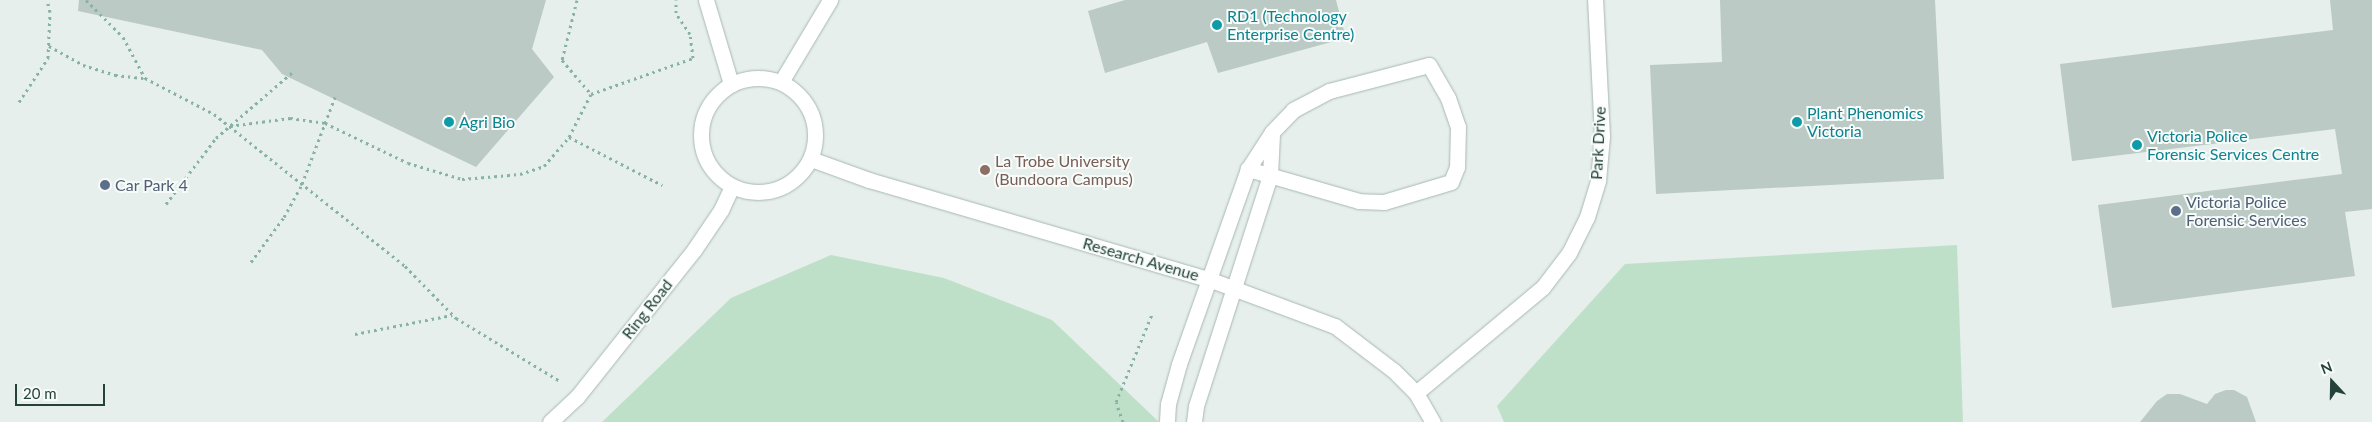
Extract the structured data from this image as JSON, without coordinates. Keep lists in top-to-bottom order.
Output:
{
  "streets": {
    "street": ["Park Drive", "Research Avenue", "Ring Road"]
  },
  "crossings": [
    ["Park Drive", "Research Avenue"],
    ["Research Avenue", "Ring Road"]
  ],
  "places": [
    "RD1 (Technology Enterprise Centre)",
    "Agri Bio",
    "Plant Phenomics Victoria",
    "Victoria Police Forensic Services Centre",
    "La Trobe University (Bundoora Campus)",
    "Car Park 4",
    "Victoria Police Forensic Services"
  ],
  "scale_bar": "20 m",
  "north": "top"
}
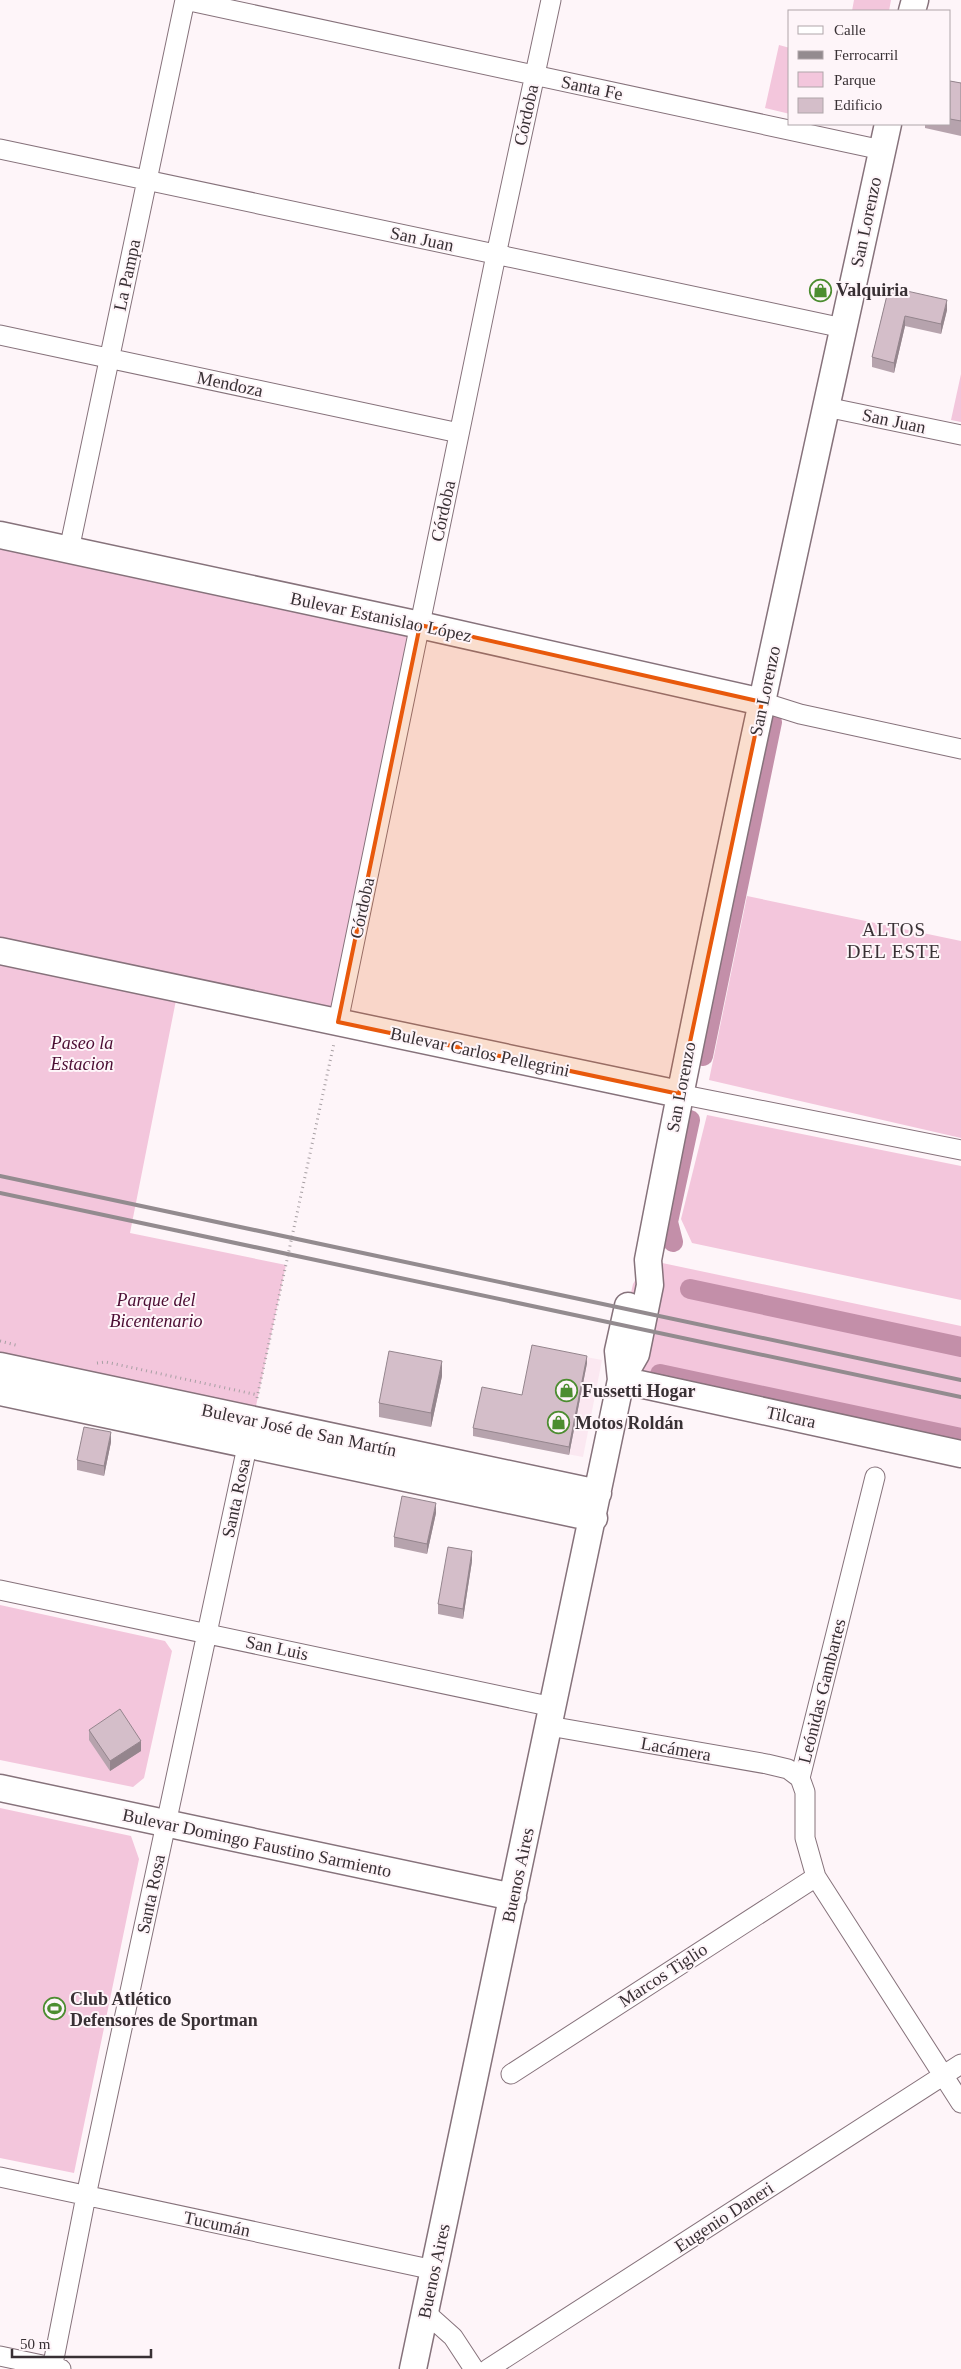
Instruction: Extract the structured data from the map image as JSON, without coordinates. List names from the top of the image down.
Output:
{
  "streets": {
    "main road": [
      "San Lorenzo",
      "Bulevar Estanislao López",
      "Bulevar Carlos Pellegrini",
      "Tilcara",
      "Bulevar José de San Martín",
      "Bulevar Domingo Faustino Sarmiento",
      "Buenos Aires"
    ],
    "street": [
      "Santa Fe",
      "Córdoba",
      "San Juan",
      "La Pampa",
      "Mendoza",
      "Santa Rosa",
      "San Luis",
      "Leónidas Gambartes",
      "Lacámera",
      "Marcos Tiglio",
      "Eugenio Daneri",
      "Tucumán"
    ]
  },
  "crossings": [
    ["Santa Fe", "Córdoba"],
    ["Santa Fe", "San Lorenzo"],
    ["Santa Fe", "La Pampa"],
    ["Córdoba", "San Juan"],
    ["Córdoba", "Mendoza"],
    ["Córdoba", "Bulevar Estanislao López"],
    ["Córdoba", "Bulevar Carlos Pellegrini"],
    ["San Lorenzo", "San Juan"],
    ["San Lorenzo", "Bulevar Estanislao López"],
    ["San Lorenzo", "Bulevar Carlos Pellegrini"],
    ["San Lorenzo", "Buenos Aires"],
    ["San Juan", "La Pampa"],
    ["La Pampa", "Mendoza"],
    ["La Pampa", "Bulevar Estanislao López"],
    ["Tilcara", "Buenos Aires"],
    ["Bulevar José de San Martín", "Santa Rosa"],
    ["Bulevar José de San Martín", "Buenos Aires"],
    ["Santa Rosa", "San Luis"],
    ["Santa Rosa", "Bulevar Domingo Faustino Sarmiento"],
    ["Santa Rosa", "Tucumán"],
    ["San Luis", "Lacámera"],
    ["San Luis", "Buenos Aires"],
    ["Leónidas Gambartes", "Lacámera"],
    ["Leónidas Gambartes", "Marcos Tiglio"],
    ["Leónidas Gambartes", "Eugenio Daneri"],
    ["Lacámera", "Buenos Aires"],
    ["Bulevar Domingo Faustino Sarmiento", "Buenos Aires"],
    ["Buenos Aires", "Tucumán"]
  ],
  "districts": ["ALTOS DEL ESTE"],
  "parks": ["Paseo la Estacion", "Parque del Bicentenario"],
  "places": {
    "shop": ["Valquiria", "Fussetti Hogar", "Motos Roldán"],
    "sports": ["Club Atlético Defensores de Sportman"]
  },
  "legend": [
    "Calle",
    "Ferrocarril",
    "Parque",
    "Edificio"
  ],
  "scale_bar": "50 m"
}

---+---

All of the entries above should be retyped exactly, with the pictures left out.

Extract the structured data from this image as JSON, without coordinates. Keep lists in top-to-bottom order.
Output:
{
  "streets": {
    "street": ["Park Drive", "Research Avenue", "Ring Road"]
  },
  "crossings": [
    ["Park Drive", "Research Avenue"],
    ["Research Avenue", "Ring Road"]
  ],
  "places": [
    "RD1 (Technology Enterprise Centre)",
    "Agri Bio",
    "Plant Phenomics Victoria",
    "Victoria Police Forensic Services Centre",
    "La Trobe University (Bundoora Campus)",
    "Car Park 4",
    "Victoria Police Forensic Services"
  ],
  "scale_bar": "20 m",
  "north": "top"
}
Instruction: Extract the structured data from the map image as JSON, without coordinates. List names from the top of the image down.
Output:
{
  "streets": {
    "main road": [
      "San Lorenzo",
      "Bulevar Estanislao López",
      "Bulevar Carlos Pellegrini",
      "Tilcara",
      "Bulevar José de San Martín",
      "Bulevar Domingo Faustino Sarmiento",
      "Buenos Aires"
    ],
    "street": [
      "Santa Fe",
      "Córdoba",
      "San Juan",
      "La Pampa",
      "Mendoza",
      "Santa Rosa",
      "San Luis",
      "Leónidas Gambartes",
      "Lacámera",
      "Marcos Tiglio",
      "Eugenio Daneri",
      "Tucumán"
    ]
  },
  "crossings": [
    ["Santa Fe", "Córdoba"],
    ["Santa Fe", "San Lorenzo"],
    ["Santa Fe", "La Pampa"],
    ["Córdoba", "San Juan"],
    ["Córdoba", "Mendoza"],
    ["Córdoba", "Bulevar Estanislao López"],
    ["Córdoba", "Bulevar Carlos Pellegrini"],
    ["San Lorenzo", "San Juan"],
    ["San Lorenzo", "Bulevar Estanislao López"],
    ["San Lorenzo", "Bulevar Carlos Pellegrini"],
    ["San Lorenzo", "Buenos Aires"],
    ["San Juan", "La Pampa"],
    ["La Pampa", "Mendoza"],
    ["La Pampa", "Bulevar Estanislao López"],
    ["Tilcara", "Buenos Aires"],
    ["Bulevar José de San Martín", "Santa Rosa"],
    ["Bulevar José de San Martín", "Buenos Aires"],
    ["Santa Rosa", "San Luis"],
    ["Santa Rosa", "Bulevar Domingo Faustino Sarmiento"],
    ["Santa Rosa", "Tucumán"],
    ["San Luis", "Lacámera"],
    ["San Luis", "Buenos Aires"],
    ["Leónidas Gambartes", "Lacámera"],
    ["Leónidas Gambartes", "Marcos Tiglio"],
    ["Leónidas Gambartes", "Eugenio Daneri"],
    ["Lacámera", "Buenos Aires"],
    ["Bulevar Domingo Faustino Sarmiento", "Buenos Aires"],
    ["Buenos Aires", "Tucumán"]
  ],
  "districts": ["ALTOS DEL ESTE"],
  "parks": ["Paseo la Estacion", "Parque del Bicentenario"],
  "places": {
    "shop": ["Valquiria", "Fussetti Hogar", "Motos Roldán"],
    "sports": ["Club Atlético Defensores de Sportman"]
  },
  "legend": [
    "Calle",
    "Ferrocarril",
    "Parque",
    "Edificio"
  ],
  "scale_bar": "50 m"
}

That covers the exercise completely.